Password managers are one of the most useful tools available on the internet. Most modern browsers have bundled a password manager for some time. Their usefulness has extended beyond simple password management into storing anything you'll need online, from additional notes about your account to credit card details. You can use the manager built into your browser; they have made these much more secure and useful than they used to be. You could also use a third-party password manager such as LastPass or 1Password. Here are my top 5 reasons you should take advantage of these, often free, services.
The most common reason people use a password manager. As your active accounts start piling up, you have two choices. You can reuse the same password over and over, which is a bad idea I'll address later, or you can use a password manager to save all your passwords. But why can't you just remember all your passwords? The average American has 130 accounts between all the eCommerce, social media, online banking, and more that every user has that number will continue to rise. As long as we rely on passwords to secure these accounts, you would be well advised to use a password manager.
Reusing passwords is one of the worst things you can do for security. If one of your over 100 accounts, on average, is compromised, then the "bad guys" will have passwords for all of your accounts. The best way to avoid this is simple: don't use the same password on multiple websites. Password managers allow you to use separate passwords for every site without needing to remember all of them.
Side note: this is also why you should always take account security seriously. You may think that a hacker gaining access to your Twitter account isn't important. You just use it to follow some celebrities and never post, right? But if you use the same password for your online banking, then you can really end up in trouble.
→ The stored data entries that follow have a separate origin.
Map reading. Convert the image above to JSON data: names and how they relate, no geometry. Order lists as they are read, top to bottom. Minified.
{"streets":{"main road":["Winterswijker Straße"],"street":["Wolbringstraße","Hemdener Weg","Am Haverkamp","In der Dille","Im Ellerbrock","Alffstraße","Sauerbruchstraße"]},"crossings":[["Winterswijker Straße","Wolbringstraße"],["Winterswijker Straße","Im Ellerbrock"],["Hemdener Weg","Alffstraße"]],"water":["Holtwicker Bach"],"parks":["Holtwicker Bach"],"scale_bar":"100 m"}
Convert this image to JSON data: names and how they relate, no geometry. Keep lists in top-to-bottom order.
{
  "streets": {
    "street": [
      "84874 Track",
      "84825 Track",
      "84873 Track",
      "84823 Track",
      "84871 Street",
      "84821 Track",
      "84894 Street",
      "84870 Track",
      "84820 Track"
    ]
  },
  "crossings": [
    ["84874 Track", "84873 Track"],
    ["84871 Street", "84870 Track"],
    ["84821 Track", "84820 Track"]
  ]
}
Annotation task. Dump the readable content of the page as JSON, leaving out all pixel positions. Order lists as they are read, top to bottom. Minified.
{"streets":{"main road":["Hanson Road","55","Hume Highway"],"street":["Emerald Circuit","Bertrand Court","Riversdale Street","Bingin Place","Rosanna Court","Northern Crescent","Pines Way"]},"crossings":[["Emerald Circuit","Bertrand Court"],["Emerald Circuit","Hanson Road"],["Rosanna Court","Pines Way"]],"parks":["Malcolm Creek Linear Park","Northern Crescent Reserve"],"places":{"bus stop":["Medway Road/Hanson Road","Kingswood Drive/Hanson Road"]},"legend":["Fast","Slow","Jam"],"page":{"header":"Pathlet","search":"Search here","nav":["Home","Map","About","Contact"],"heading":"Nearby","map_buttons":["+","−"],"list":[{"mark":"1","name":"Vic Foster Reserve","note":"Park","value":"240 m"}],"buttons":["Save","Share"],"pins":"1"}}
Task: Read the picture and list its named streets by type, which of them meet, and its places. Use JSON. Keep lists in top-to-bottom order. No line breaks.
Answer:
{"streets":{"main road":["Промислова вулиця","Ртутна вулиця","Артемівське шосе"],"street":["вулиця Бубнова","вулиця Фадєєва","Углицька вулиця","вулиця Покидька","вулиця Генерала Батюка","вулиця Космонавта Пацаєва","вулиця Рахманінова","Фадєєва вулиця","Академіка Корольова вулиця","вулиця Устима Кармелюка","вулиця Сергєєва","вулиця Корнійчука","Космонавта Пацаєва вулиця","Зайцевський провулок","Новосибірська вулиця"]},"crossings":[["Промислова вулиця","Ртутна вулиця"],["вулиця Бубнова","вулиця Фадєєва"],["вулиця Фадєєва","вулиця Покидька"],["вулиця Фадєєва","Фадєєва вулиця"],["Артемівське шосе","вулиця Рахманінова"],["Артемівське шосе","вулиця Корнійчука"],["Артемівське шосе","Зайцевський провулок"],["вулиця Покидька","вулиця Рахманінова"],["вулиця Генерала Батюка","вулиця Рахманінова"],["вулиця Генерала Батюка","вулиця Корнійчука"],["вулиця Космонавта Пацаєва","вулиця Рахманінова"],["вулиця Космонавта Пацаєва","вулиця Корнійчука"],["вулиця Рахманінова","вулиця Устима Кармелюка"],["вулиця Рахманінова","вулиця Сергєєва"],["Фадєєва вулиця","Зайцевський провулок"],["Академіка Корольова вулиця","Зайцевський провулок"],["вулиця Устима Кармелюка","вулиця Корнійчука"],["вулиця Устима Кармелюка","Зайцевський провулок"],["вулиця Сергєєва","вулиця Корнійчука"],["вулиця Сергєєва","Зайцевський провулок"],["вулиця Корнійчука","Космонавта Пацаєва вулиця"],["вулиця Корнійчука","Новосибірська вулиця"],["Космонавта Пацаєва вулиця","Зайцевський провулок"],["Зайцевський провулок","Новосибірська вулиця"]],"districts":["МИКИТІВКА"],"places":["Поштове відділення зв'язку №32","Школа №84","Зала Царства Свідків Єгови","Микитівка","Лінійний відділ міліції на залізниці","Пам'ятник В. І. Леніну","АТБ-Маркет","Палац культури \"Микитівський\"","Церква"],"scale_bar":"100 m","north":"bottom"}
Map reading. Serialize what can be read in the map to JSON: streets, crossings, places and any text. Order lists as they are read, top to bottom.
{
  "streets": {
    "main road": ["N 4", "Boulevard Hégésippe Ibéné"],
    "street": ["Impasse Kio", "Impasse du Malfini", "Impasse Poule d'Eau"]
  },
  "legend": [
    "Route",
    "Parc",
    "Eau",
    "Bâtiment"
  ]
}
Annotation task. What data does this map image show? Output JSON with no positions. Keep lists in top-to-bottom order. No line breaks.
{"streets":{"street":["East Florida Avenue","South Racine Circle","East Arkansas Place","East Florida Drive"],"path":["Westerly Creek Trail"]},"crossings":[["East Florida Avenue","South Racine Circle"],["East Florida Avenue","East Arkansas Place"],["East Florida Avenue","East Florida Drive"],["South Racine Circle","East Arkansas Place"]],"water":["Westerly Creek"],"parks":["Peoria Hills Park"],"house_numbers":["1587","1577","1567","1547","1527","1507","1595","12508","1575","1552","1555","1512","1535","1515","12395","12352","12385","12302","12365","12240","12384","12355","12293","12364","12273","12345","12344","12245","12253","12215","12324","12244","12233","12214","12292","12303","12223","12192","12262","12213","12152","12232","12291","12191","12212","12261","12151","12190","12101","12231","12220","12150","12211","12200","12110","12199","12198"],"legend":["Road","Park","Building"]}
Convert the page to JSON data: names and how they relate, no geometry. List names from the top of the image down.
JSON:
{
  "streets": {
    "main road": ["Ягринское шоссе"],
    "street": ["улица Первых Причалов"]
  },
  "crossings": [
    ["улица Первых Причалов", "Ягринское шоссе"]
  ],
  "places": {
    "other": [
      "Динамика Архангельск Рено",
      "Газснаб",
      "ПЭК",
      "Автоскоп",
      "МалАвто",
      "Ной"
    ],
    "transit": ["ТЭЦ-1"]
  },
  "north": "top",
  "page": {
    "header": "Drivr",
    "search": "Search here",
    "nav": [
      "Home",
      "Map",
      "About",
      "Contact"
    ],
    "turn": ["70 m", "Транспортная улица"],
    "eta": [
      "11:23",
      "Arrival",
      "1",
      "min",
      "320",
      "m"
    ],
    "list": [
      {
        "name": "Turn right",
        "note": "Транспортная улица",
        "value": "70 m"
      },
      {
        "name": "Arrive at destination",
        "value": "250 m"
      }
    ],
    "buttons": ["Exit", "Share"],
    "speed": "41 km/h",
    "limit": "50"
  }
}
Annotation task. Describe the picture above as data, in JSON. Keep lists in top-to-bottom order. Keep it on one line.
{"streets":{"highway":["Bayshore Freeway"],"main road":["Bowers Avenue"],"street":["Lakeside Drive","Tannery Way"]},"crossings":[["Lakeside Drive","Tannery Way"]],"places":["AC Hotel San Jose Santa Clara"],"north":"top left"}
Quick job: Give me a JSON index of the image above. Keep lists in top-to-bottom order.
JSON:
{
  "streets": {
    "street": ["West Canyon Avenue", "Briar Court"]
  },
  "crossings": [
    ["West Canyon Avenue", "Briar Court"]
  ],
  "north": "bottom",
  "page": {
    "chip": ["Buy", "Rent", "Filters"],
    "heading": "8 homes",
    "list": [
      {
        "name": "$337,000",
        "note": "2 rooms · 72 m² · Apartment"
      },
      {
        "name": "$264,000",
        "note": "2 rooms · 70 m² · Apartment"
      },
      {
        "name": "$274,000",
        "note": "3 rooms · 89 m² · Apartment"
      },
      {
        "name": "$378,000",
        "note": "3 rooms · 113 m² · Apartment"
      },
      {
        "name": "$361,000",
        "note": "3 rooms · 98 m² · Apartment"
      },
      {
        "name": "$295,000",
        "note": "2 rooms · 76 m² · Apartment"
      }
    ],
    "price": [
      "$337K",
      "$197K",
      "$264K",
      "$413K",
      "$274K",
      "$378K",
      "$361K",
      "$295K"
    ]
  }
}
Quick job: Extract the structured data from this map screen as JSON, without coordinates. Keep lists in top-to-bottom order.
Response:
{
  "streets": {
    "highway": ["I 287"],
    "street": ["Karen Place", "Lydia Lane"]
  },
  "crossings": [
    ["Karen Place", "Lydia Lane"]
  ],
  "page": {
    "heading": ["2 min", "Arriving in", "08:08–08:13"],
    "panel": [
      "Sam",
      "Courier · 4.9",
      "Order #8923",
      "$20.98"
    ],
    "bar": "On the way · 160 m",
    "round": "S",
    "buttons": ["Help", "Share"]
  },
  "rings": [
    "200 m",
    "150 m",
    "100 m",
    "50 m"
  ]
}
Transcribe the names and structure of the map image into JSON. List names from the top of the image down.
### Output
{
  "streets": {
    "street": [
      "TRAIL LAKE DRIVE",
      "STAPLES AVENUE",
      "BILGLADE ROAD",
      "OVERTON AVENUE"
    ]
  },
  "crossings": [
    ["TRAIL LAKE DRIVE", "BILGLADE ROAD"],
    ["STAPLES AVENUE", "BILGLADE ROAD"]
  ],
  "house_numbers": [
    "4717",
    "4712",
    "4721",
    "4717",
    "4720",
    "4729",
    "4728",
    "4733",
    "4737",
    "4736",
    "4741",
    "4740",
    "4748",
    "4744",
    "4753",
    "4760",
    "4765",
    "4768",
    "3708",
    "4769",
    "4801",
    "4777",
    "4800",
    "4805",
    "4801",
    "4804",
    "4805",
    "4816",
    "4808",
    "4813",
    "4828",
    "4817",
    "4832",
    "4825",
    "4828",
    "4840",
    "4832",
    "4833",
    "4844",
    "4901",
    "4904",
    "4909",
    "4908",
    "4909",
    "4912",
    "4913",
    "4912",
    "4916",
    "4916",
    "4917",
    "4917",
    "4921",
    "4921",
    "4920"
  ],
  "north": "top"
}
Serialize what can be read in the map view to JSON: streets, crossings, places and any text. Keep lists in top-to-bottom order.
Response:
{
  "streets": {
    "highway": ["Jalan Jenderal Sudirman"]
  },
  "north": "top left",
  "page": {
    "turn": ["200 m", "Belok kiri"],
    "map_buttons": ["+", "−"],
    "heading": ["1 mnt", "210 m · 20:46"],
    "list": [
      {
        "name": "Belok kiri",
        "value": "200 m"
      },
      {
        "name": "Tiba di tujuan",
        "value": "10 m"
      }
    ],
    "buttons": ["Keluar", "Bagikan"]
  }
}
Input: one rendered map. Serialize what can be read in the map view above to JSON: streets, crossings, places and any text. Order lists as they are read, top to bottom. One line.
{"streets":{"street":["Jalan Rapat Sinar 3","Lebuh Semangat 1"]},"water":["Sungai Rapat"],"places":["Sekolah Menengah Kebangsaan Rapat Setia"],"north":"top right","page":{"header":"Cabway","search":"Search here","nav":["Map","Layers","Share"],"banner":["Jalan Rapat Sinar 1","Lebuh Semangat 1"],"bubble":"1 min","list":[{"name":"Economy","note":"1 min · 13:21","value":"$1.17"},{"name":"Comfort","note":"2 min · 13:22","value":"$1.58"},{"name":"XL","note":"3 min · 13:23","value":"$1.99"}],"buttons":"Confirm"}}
Your password is too simple. I can feel confident in saying that because the chances are that it isn't. Maybe your password isn't on the list of most used passwords or the kind of thing an idiot would have on his luggage, but you can do better. Since password managers remember your passwords for you, why not take advantage of it and use a truly random, secure password? Most password managers include a password generator. Use it and your security will improve dramatically.
A good password manager will sync between devices. This syncing feature is handy but often underappreciated. Are you setting up a new phone? Install your password manager first for easy account set up. Did you lose your device? Again, your password manager has all your accounts backed up for you. Personally, I frequently move from device to device. Sometimes I'll use 6 or 7 different devices in a day. Having my passwords available at any time is invaluable.
The best way to share access to a service is to create a new user. In services such as PayPal, this is an option. All too frequently, sharing a service also means sharing the account password. Many password managers allow sharing within the app rather than sending passwords through insecure communications such as email or text messages. This is much more secure, and if the password is changed for one user, it will update for all users.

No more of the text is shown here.